WHAT TO DO: Line by line, please look for the word "Restoration" in the following records, then copy each line you find it in.

DATA SUPPLIED:

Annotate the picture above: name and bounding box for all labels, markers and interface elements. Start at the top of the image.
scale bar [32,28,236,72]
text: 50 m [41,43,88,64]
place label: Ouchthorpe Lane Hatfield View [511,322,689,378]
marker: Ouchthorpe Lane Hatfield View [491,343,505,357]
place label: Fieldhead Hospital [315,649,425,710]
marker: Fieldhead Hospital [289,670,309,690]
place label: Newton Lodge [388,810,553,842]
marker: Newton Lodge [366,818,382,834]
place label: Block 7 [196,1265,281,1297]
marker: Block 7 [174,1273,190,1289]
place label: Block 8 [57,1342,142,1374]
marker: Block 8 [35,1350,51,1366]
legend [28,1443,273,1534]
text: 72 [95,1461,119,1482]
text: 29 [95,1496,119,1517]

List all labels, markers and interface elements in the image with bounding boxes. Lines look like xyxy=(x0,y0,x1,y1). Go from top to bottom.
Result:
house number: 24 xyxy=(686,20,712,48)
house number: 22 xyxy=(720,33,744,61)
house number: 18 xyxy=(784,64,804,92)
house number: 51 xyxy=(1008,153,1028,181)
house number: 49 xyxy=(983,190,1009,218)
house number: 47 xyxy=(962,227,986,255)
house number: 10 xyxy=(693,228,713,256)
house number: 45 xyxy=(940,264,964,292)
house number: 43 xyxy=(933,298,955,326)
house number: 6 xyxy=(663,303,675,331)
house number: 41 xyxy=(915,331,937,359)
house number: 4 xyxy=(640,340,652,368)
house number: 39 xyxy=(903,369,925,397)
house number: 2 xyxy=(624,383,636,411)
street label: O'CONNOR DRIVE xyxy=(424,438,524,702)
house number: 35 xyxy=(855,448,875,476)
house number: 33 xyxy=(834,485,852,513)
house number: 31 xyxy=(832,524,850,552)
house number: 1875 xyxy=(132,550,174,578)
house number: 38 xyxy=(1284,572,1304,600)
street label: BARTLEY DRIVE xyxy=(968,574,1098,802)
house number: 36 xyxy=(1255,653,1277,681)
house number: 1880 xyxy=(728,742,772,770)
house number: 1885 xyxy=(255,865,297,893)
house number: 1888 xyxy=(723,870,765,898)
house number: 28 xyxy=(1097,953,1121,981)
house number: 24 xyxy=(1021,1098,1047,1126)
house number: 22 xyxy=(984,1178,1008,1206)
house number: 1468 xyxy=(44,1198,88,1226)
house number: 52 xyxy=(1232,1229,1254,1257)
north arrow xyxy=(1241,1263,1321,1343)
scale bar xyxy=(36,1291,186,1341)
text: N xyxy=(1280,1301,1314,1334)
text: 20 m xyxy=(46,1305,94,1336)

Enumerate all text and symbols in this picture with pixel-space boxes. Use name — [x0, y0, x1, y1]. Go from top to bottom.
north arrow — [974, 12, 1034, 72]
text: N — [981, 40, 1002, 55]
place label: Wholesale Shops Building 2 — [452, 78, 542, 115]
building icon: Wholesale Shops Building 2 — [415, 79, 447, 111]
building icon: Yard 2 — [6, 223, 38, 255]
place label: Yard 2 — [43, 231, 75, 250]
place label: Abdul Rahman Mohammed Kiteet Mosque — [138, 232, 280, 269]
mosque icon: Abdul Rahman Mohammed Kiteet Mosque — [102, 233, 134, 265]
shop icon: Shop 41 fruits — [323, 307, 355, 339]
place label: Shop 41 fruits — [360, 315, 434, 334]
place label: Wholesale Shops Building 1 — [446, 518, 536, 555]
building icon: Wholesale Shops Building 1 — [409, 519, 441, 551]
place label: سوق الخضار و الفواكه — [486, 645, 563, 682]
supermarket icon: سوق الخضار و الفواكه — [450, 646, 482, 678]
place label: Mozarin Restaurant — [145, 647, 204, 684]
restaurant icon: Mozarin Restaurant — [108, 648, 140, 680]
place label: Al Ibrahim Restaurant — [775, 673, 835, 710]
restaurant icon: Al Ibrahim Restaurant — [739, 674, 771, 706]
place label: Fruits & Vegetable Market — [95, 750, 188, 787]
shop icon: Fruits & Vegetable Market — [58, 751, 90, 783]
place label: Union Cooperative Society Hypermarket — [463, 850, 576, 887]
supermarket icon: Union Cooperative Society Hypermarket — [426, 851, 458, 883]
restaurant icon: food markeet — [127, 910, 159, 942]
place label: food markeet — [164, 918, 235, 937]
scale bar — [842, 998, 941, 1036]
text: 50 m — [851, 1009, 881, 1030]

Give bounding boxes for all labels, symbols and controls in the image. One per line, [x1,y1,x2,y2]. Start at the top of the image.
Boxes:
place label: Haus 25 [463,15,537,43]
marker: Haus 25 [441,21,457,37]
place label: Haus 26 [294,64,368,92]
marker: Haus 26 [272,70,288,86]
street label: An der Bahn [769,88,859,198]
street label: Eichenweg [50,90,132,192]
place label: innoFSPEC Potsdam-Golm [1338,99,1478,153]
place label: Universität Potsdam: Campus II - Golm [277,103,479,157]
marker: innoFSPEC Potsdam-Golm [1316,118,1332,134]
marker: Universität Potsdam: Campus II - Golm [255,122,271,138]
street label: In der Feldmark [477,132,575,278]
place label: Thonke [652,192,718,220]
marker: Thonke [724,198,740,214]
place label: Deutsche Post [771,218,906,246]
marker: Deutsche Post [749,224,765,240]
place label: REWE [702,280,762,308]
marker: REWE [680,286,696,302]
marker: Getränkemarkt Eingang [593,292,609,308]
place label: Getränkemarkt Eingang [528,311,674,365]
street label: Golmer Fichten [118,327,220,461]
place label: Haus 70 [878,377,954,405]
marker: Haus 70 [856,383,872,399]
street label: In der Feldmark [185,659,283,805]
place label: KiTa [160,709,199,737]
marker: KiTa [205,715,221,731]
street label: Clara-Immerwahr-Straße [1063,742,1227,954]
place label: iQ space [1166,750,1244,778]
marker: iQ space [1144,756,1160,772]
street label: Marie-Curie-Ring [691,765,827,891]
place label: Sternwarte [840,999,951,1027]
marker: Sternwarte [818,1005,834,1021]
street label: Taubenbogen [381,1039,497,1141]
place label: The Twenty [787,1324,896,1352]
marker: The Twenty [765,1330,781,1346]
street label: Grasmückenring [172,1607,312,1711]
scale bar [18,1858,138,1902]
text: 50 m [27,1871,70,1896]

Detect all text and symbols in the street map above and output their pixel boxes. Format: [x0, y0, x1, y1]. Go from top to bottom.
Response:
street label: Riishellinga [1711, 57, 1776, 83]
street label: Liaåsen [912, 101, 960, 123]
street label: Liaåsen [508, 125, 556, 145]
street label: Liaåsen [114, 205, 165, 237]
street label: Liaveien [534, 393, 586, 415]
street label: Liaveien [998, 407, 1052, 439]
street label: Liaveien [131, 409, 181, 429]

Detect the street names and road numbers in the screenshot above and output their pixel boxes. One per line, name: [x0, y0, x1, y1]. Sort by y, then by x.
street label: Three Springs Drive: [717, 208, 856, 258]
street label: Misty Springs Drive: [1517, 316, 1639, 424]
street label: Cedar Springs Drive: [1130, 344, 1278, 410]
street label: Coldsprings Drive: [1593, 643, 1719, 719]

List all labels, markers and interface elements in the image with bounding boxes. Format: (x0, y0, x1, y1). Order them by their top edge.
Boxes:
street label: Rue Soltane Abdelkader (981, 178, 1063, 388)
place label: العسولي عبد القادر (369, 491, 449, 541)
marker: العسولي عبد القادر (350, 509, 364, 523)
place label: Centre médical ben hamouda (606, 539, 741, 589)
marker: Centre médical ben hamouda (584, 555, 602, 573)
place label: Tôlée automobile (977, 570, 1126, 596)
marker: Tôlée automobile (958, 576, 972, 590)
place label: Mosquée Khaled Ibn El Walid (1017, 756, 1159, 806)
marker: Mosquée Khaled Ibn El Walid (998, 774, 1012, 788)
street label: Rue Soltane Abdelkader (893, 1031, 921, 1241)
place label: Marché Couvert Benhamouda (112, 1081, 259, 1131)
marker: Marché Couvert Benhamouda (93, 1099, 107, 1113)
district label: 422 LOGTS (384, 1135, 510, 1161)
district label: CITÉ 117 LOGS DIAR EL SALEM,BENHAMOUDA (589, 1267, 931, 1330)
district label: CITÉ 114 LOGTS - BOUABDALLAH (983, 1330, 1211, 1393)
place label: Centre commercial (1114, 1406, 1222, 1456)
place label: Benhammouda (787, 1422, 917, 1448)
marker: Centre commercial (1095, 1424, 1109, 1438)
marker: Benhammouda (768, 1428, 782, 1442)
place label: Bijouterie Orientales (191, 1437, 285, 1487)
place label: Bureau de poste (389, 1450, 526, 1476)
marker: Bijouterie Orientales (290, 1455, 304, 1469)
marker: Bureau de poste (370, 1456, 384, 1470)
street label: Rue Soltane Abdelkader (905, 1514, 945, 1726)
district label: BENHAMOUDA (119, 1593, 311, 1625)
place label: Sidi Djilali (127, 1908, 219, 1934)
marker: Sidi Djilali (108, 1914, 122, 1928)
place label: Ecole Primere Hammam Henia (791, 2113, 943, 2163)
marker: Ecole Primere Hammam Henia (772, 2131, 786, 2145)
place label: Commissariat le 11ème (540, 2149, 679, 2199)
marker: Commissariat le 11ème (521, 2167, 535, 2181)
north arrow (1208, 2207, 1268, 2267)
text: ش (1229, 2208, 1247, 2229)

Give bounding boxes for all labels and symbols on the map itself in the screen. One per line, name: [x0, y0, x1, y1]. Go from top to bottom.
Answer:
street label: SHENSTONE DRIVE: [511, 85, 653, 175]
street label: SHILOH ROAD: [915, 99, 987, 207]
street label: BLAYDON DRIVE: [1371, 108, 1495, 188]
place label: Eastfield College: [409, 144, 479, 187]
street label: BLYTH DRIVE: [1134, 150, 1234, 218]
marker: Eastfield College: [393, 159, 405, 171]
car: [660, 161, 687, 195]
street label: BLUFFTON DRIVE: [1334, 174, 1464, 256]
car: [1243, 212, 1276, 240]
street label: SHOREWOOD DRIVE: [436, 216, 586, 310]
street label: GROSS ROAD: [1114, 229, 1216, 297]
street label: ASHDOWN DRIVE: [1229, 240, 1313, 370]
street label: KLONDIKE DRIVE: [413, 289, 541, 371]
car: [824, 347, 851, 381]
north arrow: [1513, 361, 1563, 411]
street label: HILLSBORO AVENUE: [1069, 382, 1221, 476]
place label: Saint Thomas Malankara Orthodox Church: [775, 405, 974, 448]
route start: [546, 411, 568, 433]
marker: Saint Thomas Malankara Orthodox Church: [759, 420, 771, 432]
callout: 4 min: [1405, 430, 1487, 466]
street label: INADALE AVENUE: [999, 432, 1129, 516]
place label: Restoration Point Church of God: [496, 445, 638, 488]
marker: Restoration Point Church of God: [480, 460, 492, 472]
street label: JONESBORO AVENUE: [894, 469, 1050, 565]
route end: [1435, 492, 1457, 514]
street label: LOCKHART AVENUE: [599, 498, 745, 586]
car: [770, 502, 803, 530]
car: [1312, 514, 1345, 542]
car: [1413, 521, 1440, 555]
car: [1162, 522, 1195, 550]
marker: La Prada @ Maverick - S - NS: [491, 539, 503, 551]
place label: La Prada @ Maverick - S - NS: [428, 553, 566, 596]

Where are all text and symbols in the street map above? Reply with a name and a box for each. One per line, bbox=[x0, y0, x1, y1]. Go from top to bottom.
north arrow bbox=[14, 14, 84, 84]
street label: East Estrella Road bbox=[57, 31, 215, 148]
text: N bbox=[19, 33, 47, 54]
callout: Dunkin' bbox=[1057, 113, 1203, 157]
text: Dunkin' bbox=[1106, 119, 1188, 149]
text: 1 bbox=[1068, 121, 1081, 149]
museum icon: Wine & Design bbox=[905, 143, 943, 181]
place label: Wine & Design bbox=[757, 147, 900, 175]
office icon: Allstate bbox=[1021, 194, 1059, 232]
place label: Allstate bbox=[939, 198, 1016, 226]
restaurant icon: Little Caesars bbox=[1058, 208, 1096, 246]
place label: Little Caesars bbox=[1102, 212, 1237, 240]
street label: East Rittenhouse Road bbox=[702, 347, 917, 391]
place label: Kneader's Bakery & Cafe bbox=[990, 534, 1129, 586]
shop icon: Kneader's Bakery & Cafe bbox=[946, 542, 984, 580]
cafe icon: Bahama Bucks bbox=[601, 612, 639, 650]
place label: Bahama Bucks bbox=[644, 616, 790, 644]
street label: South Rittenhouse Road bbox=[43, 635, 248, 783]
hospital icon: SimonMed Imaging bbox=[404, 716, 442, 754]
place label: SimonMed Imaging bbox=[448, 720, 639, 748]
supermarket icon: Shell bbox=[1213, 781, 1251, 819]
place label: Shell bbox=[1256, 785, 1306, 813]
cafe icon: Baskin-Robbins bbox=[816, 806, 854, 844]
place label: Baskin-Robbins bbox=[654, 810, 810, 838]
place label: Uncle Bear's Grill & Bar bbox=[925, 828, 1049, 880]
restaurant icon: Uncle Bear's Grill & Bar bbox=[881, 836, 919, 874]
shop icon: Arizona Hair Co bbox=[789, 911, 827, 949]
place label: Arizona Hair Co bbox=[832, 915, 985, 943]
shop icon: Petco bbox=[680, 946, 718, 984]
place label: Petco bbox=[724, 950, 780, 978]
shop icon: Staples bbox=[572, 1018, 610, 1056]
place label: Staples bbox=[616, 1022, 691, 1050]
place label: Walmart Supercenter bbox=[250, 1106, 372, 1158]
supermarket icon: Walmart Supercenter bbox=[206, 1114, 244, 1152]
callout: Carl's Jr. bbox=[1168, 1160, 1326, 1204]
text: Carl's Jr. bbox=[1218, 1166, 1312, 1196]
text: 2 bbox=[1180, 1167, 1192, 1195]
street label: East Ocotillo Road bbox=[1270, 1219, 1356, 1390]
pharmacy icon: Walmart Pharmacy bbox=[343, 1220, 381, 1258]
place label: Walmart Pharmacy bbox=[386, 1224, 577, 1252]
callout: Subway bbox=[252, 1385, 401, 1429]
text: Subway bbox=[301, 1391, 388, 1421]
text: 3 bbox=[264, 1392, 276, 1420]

ANSWER TO THIS PROBLEM:
place label: Restoration Point Church of God: [496, 445, 638, 488]
marker: Restoration Point Church of God: [480, 460, 492, 472]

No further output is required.